►

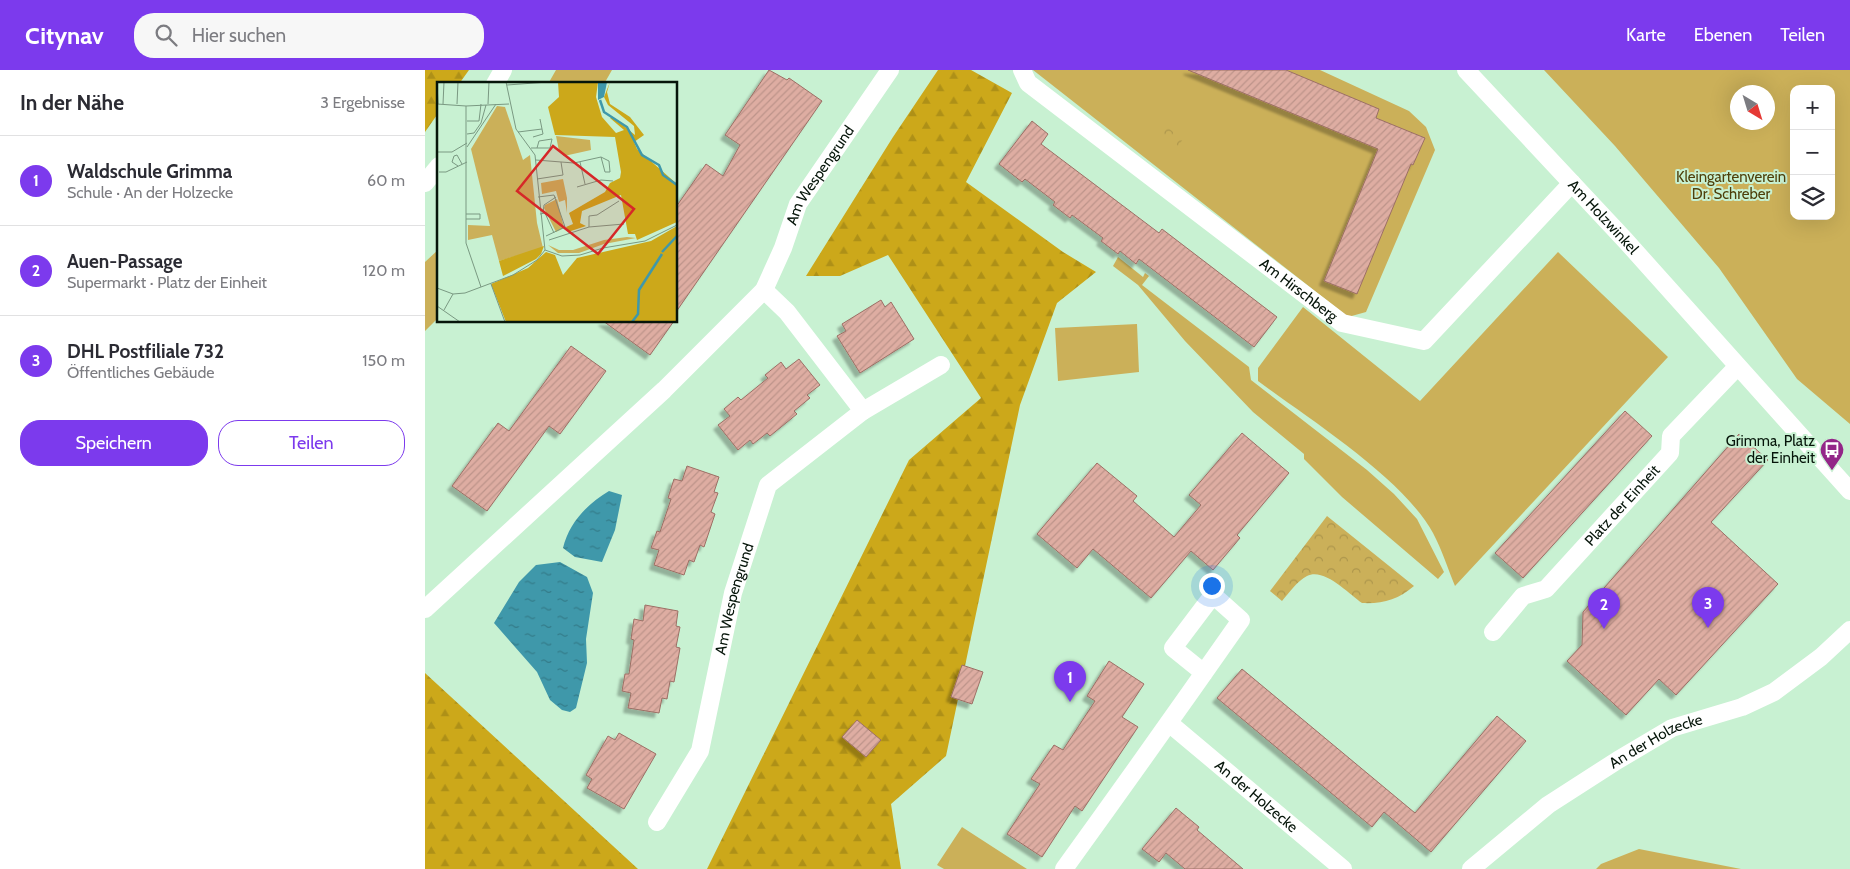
<!DOCTYPE html>
<html lang="de">
<head>
<meta charset="utf-8">
<style>
	:root { --surface:#fff; --page:#f7f7f7; --text:#2b2b33; --muted:#7c7c81; --line:#e1e1e2; --accent:#7c3aed }
	body { margin:0; font-family:Cabin,sans-serif; background:var(--page); color:var(--text) }
	.controls { position:absolute; right:15px; top:15px; display:grid; overflow:hidden; border-radius:10px; box-shadow:0 5px 20px #0002 }
	.controls button { width:45px; height:45px; display:grid; place-items:center; padding:0; border:0; border-bottom:1px solid var(--line); background:var(--surface); color:var(--text); font:25px sans-serif }
	.compass { position:absolute; left:1305px; top:15px; width:45px; height:45px; border-radius:50%; background:var(--surface); box-shadow:0 5px 20px #0002; rotate:142deg }
	.you { position:absolute; left:786px; top:515px; width:18px; height:18px; margin:-12px; border:4px solid #fff; border-radius:50%; background:#1a73e8; box-shadow:0 0 0 8px #1a73e833 }
	.badge { display:grid; place-items:center; width:32px; height:32px; border-radius:50%; background:var(--accent); color:#fff; font-size:16px; font-weight:700 }
	.pin { position:absolute; translate:-50% -41px; filter:drop-shadow(0 1px 2px #0008) }
	.pin::after { content:''; position:absolute; top:26px; width:18px; height:15px; background:inherit; clip-path:polygon(0 0,100% 0,50% 100%) }
	.list { margin:0; padding:0; list-style:none }
	h2 { display:flex; justify-content:space-between; align-items:center; height:65px; margin:0; padding:0 20px; font-size:21px }
	h2 small { font-size:16px; font-weight:400; color:var(--muted) }
	.list li { display:grid; grid-template-columns:32px 1fr auto; gap:15px; align-items:center; box-sizing:border-box; height:90px; padding:0 20px; border-top:1px solid var(--line) }
	.list b { display:block; font-size:19px; white-space:nowrap }
	.list p { margin:0; font-size:16px; white-space:nowrap; color:var(--muted) }
	.list em { font-size:16px; font-style:normal; color:var(--muted) }
	.actions { display:flex; gap:10px; padding:15px 20px }
	.actions a { flex:1; padding:11px 0; border:1px solid var(--accent); border-radius:20px; text-align:center; font-size:18px; color:var(--accent) }
	.actions .main { background:var(--accent); color:#fff }
	.icon { flex:none; width:28px; height:28px; fill:none; stroke:currentColor; stroke-width:2; stroke-linecap:round; stroke-linejoin:round }
	.map { position:relative; flex:none; width:1425px; height:799px; overflow:hidden }
	header { display:flex; align-items:center; gap:30px; box-sizing:border-box; height:70px; padding:0 25px; background:var(--accent); color:#fff }
	header strong { font-size:24px }
	nav { display:flex; gap:28px; margin-inline-start:auto; font-size:18px }
	.search { width:350px; height:45px; background:var(--page); display:flex; align-items:center; gap:12px; box-sizing:border-box; padding:0 18px; border-radius:20px; color:var(--muted); font-size:19px }
	main { display:flex }
	aside { flex:1; background:var(--surface) }
	.map>svg:first-child { display:block }
	.green { fill:#cbb059; fill-rule:evenodd }
	.forest { fill:url(#forest-firs) }
	.park { fill:url(#park-crowns) }
	.water { fill:url(#water-ripples) }
	.building { fill:url(#building-hatch); stroke:#9c6f65; filter:url(#shadow) }
	.lines { fill:none; stroke-linecap:round; stroke-linejoin:round }
	.street { stroke:#fff; stroke-width:18 }
	.labels { text-anchor:middle; dominant-baseline:central; stroke-width:4; stroke-linejoin:round; paint-order:stroke }
	.street-label { font-size:15px; fill:#06150a; stroke:#c8f1d2 }
	.park-label { font-size:15px; fill:#4e3f0a; stroke:#c8f1d2 }
	.poi-label { font-size:15px; fill:#06150a; stroke:#c8f1d2; text-anchor:end }
	.inset-river { fill:none; stroke:#3f98aa; stroke-width:2.5 }
	.inset-road { fill:none; stroke:#7a9982; stroke-width:1 }
	.view { fill:#d62828; fill-opacity:0.15; stroke:#d62828; stroke-width:2.5 }
	.inset-edge { fill:none; stroke:#06150a; stroke-width:2.5 }
</style>
</head>
<body>
<header>
<strong>Citynav</strong>
<div class="search"><svg class="icon" aria-label="search" viewBox="0 0 24 24"><circle cx="10" cy="10" r="6"/><path d="M15 15l6 6"/></svg>Hier suchen</div>
<nav><a>Karte</a><a>Ebenen</a><a>Teilen</a></nav>
</header>
<main>
<aside>
<h2>In der Nähe<small>3 Ergebnisse</small></h2>
<ul class="list">
<li><span class="badge">1</span><div><b>Waldschule Grimma</b><p>Schule · An der Holzecke</p></div><em>60 m</em></li>
<li><span class="badge">2</span><div><b>Auen-Passage</b><p>Supermarkt · Platz der Einheit</p></div><em>120 m</em></li>
<li><span class="badge">3</span><div><b>DHL Postfiliale 732</b><p>Öffentliches Gebäude</p></div><em>150 m</em></li>
</ul>
<div class="actions"><a class="main">Speichern</a><a>Teilen</a></div>
</aside>
<div class="map">
<svg width="1425" height="799" viewBox="0 0 1425 799">
	<defs>
		<pattern id="forest-firs" width="22" height="20" patternUnits="userSpaceOnUse" patternTransform="scale(1.25)"><rect width="22" height="20" fill="#cca81a"/><path d="M5 1l3.5 6h-7zM16 11l3.5 6h-7z" fill="#ae9017"/></pattern>
		<pattern id="park-crowns" width="20" height="18" patternUnits="userSpaceOnUse" patternTransform="scale(1.25)"><rect width="20" height="18" fill="#cbb059"/><path d="M2 6a3 3 0 1 1 6 0M12 15a3 3 0 1 1 6 0" fill="none" stroke="#ad964c"/></pattern>
		<pattern id="water-ripples" width="26" height="14" patternUnits="userSpaceOnUse" patternTransform="scale(1.25)"><rect width="26" height="14" fill="#3f98aa"/><path d="M2 4q2-2 4 0t4 0M15 11q2-2 4 0t4 0" fill="none" stroke="#337b89"/></pattern>
		<pattern id="building-hatch" width="6" height="6" patternUnits="userSpaceOnUse" patternTransform="scale(1.25)"><rect width="6" height="6" fill="#deada2"/><path d="M-1 1l2-2M0 6l6-6M5 7l2-2" fill="none" stroke="#bd948a"/></pattern>
		<filter id="shadow"><feDropShadow dx="-4.5" dy="4.5" stdDeviation="1" flood-color="#0004"/></filter>
	</defs>
	<rect width="100%" height="100%" fill="#c8f1d2"/>
	<!-- green -->
	<path class="green" d="M131 0H187L179 14H123Z
		M608 0H895L984 41 1001 57 1010 80 941 242 923 247Z
		M1119 0H1425V354L1372 309 1294 198 1190 76ZM1369 19H1406V146H1369ZM1312 22H1342V52H1312Z
		M14 179V247L0 261V192Z
		M1133 182 1243 287 1030 516C1023 499 1017 480 1008 463 978 408 884 349 833 311V298L878 237 995 331Z
		M693 187 718 207 720 203 724 206 717 215 824 297 826 310 942 400 969 424 992 449 1019 502 1013 509 917 427 879 389V384L828 342 760 271 713 215 688 196Z
		M712 254 714 302 633 311 630 258Z
		M537 757 602 799H519L512 795Z
		M1214 779 1316 799H1171L1176 794Z"/>
	<!-- forest -->
	<path class="forest" d="M0 0H44L34 14H14V42L0 62Z
		M513 0H546L587 23 541 112 638 182 671 202 632 233 595 335 521 686 466 734 476 799H282L484 390 556 328 463 185 415 206H381L468 67Z
		M0 603 213 799H0Z"/>
	<!-- park -->
	<path class="park" d="M739 55 758 69 750 81 730 67Z
		M902 446 989 516C973 530 957 534 937 533 924 524 899 497 882 506 872 511 864 523 857 531L845 521Z"/>
	<!-- water -->
	<path class="water" d="M184 421 197 425 190 460 177 492 150 487 138 478C144 453 162 434 184 421Z
		M135 492 162 507 168 523 161 569 162 593 151 638 145 642 137 640 125 630 112 602 69 553 94 512 111 495Z"/>
	<!-- building -->
	<path class="building" d="M344 0 362 10 364 8 397 31 251 242V137L281 94 298 106 315 75 300 65Z
		M763 0H861L954 39 951 48 1000 68 988 95 986 94 932 224 899 211 953 79Z
		M607 51 623 64 616 74 734 163 737 159 852 247 829 277 714 189 711 194 695 181 693 184 676 171 678 168 647 145 645 148 628 135 630 132 600 109 597 112 574 94Z
		M456 230 460 237 466 232 489 269 435 303 412 266 421 261 417 254Z
		M178 251H249L225 285Z
		M146 276 181 301 135 364 124 356 62 441 27 416 73 353 84 361Z
		M374 289 395 315 382 325 385 328 369 341 372 344 345 366 342 363 328 374 325 370 313 380 293 355 305 346 299 339 313 327 316 330 343 308 340 305 356 292 361 299Z
		M1200 341 1227 366 1098 508 1070 483Z
		M817 363 864 403 812 465 815 468 788 500 766 481 726 528 668 479 652 498 612 464 672 393 712 426 708 431 749 467 776 435 764 425Z
		M1314 364 1343 390 1286 452 1353 514 1251 625 1234 609 1201 645 1142 591 1157 575 1158 542Z
		M262 396 294 407 289 422 293 423 286 442 290 444 279 477 275 475 269 492 264 490 259 505 229 495 234 480 226 478 232 461 235 462 246 429 243 428 249 409 257 411Z
		M220 535 253 541 251 556 255 557 251 577 255 578 249 612 245 611 242 629 237 628 234 643 203 638 206 623 197 621 200 604H204L209 570 206 569 209 549 218 551Z
		M684 591 719 614 697 647 713 657 657 741 650 736 617 787 582 764 615 714 606 709 629 675 638 680 670 631 662 626Z
		M537 595 558 602 547 634 526 627Z
		M817 599 990 743 1072 646 1101 671 1006 782 959 742 947 757 792 628Z
		M432 650 456 670 441 687 417 667Z
		M194 663 231 684 199 739 162 718 167 709 161 705 183 666 190 670Z
		M751 738 774 757 772 760 818 799H760L741 783 734 792 717 779Z"/>
	<g class="lines">
		<!-- street -->
		<g class="street">
			<path id="s1" d="M597 0 603 13 917 253 999 271 1147 113"/>
			<path id="s2" d="M1041 0 1200 170 1425 421"/>
			<path d="M70 14 78 0"/>
			<path d="M0 113 14 96"/>
			<path d="M438 341 516 295"/>
			<path id="s3" d="M0 539 239 320 339 220 358 178 373 134 465 0"/>
			<path id="s4" d="M1068 562 1098 526 1121 519 1245 383 1246 366 1312 297"/>
			<path id="s5" d="M744 653 918 799"/>
			<path id="s6" d="M232 752 275 681 308 523 343 415 438 341 362 242 339 220"/>
			<path d="M639 799C699 716 758 633 816 550L788 525 748 578 779 603"/>
			<path id="s7" d="M1046 799 1123 735 1193 690 1247 658 1317 637 1349 622 1396 587 1425 560"/>
		</g>
	</g>
	<!-- icons -->
	<defs>
		<symbol id="bus-pin" viewBox="-11 -11 22 30"><path d="M0 17L-7.5 6A9.5 9.5 0 1 1 7.5 6Z" fill="#932688" stroke="#c8f1d2"/><path d="M-5-6H5V4H4V6H2V4H-2V6H-4V4H-5ZM-3.5-4V0h7V-4ZM-3.5 1.2v1.5H-2V1.2ZM2 1.2v1.5H3.5V1.2Z" fill="#fff"/></symbol>
	</defs>
	<g fill-rule="evenodd">
		<use href="#bus-pin" x="1393" y="366" width="28" height="38"/>
	</g>
	<g class="labels">
		<!-- street labels -->
		<g class="street-label">
			<text stroke="none"><textPath href="#s3" startOffset="594">Am Wespengrund</textPath></text>
			<text stroke="none"><textPath href="#s2" startOffset="201">Am Holzwinkel</textPath></text>
			<text stroke="none"><textPath href="#s1" startOffset="355">Am Hirschberg</textPath></text>
			<text stroke="none"><textPath href="#s4" startOffset="184">Platz der Einheit</textPath></text>
			<text stroke="none"><textPath href="#s6" startOffset="239">Am Wespengrund</textPath></text>
			<text stroke="none"><textPath href="#s7" startOffset="226">An der Holzecke</textPath></text>
			<text stroke="none"><textPath href="#s5" startOffset="114">An der Holzecke</textPath></text>
		</g>
		<!-- park labels -->
		<g class="park-label">
			<text x="1306" y="107">Kleingartenverein<tspan x="1306" dy="17">Dr. Schreber</tspan></text>
		</g>
		<!-- poi labels -->
		<g class="poi-label">
			<text x="1390" y="371">Grimma, Platz<tspan x="1390" dy="17">der Einheit</tspan></text>
		</g>
	</g>
	<!-- overview -->
	<g transform="translate(12 12)">
		<rect width="240" height="240" fill="#c8f1d2"/>
		<path d="M60 24 68 25 86 78 93 73 100 141 106 166 62 179 55 153 31 158V143L53 144 34 67ZM119 54 153 58 154 68 127 74 122 69ZM126 97 130 116V131L128 118 122 120 119 109 105 112 104 101ZM120 117 127 146 119 150 107 126 108 123ZM190 155 199 156 167 162 142 171H121L111 163 122 168H136L167 158Z" fill="#cbb059"/>
		<path d="M121 0H161L159 15 165 35 179 51 187 48 173 36 176 35 198 53 197 44 171 23 167 15 173 0 170 10 173 22 193 35 207 53 197 60 200 67 240 102V140L200 158 198 152H191L184 113 145 129 143 141 149 144 131 150 129 145 136 142 132 131 168 110 173 101 183 96 184 90 178 55 118 53 111 25 122 15ZM240 144V240H69L54 202 91 186 109 170 118 173 126 193 140 176 214 159ZM107 164 104 172 99 177 66 194 62 179Z" fill="#cca81a"/>
		<path d="M161 0H170L167 15 161 18Z" fill="#3f98aa"/>
		<path class="inset-river" d="M163 18 167 30 190 45 205 73 222 83 226 93 240 103M225 170 240 154M195 240 201 232 202 208 225 172"/>
		<path class="inset-road" d="M0 0 1 22M70 3 111 0M0 22 29 24M6 22 7 0M20 22 21 0M51 22 52 0M29 24V161L44 205M29 24 72 22M30 39H42L44 22M81 50 105 47 103 37M30 52 37 51 44 41 49 23M96 55 106 52 105 47M30 65 59 22M94 66H113L115 57 102 59 100 66M0 70H15L30 61M99 78 137 81 164 75 168 90H173L172 79 164 75M143 80 148 102M21 84 15 80 17 74 20 73 25 82M2 90H9L30 80M100 97 126 93 124 80M140 105 164 98 176 99M101 115 117 113 128 145 109 154M106 131 107 123 119 115M103 132 108 131 117 151M29 137H43V132H29M152 145V134L160 133 182 119M112 158 152 145 187 142M108 168 125 174 143 173 166 166 208 159 240 143M54 202 68 240M0 206 16 212 28 211 76 193 100 178 108 168 98 73 79 47 69 0M0 224 23 240M7 228 16 212"/>
		<path class="view" d="M116 64 197 127 161 172 80 109Z"/>
		<rect width="240" height="240" class="inset-edge"/>
	</g>
</svg>
<div class="controls">
<button>+</button>
<button>−</button>
<button><svg class="icon" aria-label="layers" viewBox="0 0 24 24"><path d="M12 4l9 5-9 5-9-5zM3 14l9 5 9-5"/></svg></button>
</div>
<svg class="compass" viewBox="-18 -18 36 36"><path d="M0-13l5 13h-10z" fill="#e53935"/><path d="M0 13l5-13h-10z" fill="#7c7c81"/></svg>
<div class="you"></div>
<div class="pin badge" style="left:645px;top:632px">1</div>
<div class="pin badge" style="left:1179px;top:559px">2</div>
<div class="pin badge" style="left:1283px;top:558px">3</div>
</div>
</main>
</body>
</html>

◄

◆ AIM OF THE EXERCISE ◆
With "small" as the search string, filter the records and return each line that has it.

◆ EXPECTED ANSWER ◆
	h2 small { font-size:16px; font-weight:400; color:var(--muted) }
<h2>In der Nähe<small>3 Ergebnisse</small></h2>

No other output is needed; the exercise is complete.